§ **REQUIRED ACTION**: Because the pictures are not wanted, give back only the exact text of every entry below.
Segment Start: DATA
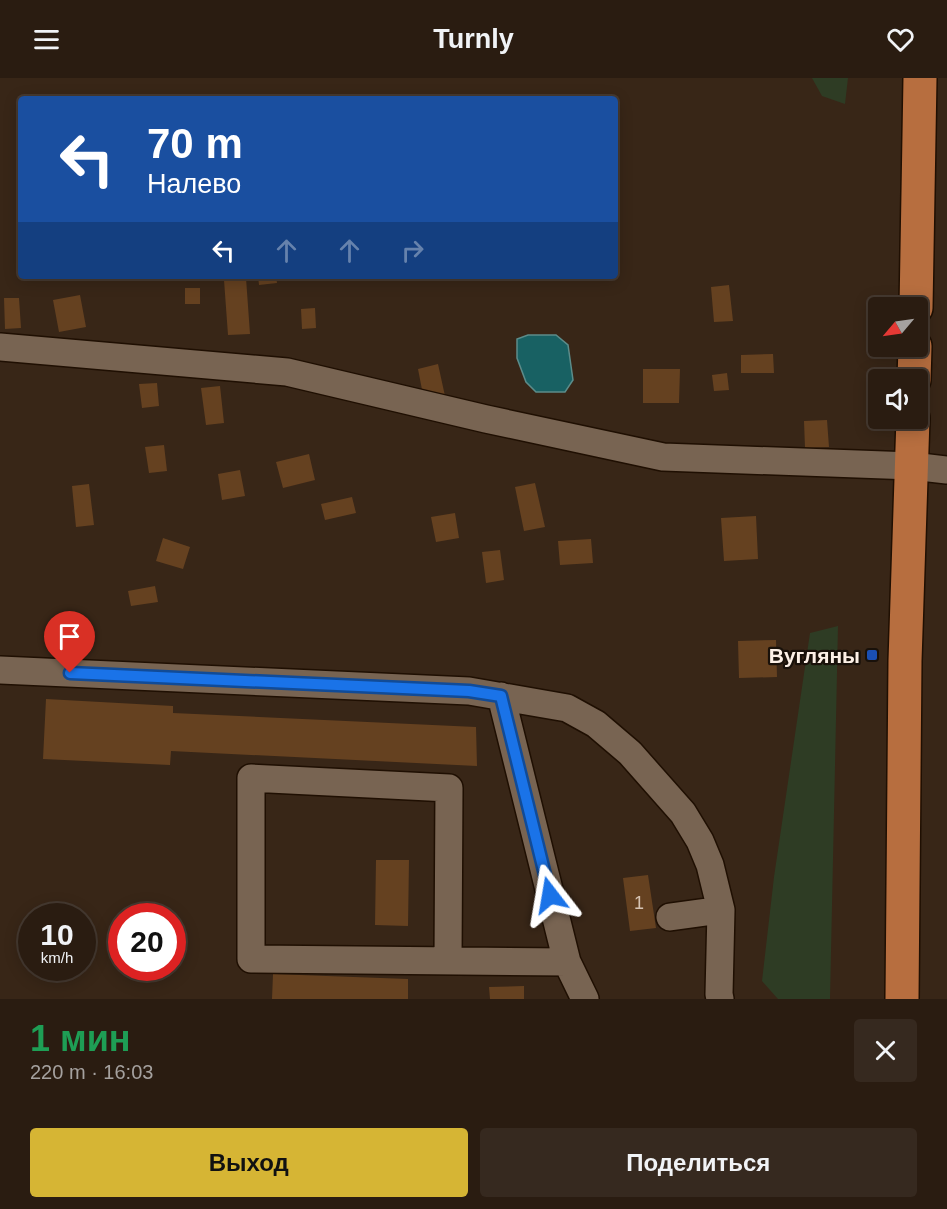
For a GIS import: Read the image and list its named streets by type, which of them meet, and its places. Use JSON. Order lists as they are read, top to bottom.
{
  "places": {
    "transit": ["Вугляны"]
  },
  "house_numbers": ["1"],
  "north": "bottom left",
  "page": {
    "header": "Turnly",
    "turn": ["70 m", "Налево"],
    "speed": "10 km/h",
    "limit": "20",
    "heading": ["1 мин", "220 m · 16:03"],
    "buttons": ["Выход", "Поделиться"]
  }
}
Segment End: DATA
§ **WRITTEN SOLUTION**:
For a GIS import: Read the image and list its named streets by type, which of them meet, and its places. Use JSON. Order lists as they are read, top to bottom.
{
  "places": {
    "transit": ["Вугляны"]
  },
  "house_numbers": ["1"],
  "north": "bottom left",
  "page": {
    "header": "Turnly",
    "turn": ["70 m", "Налево"],
    "speed": "10 km/h",
    "limit": "20",
    "heading": ["1 мин", "220 m · 16:03"],
    "buttons": ["Выход", "Поделиться"]
  }
}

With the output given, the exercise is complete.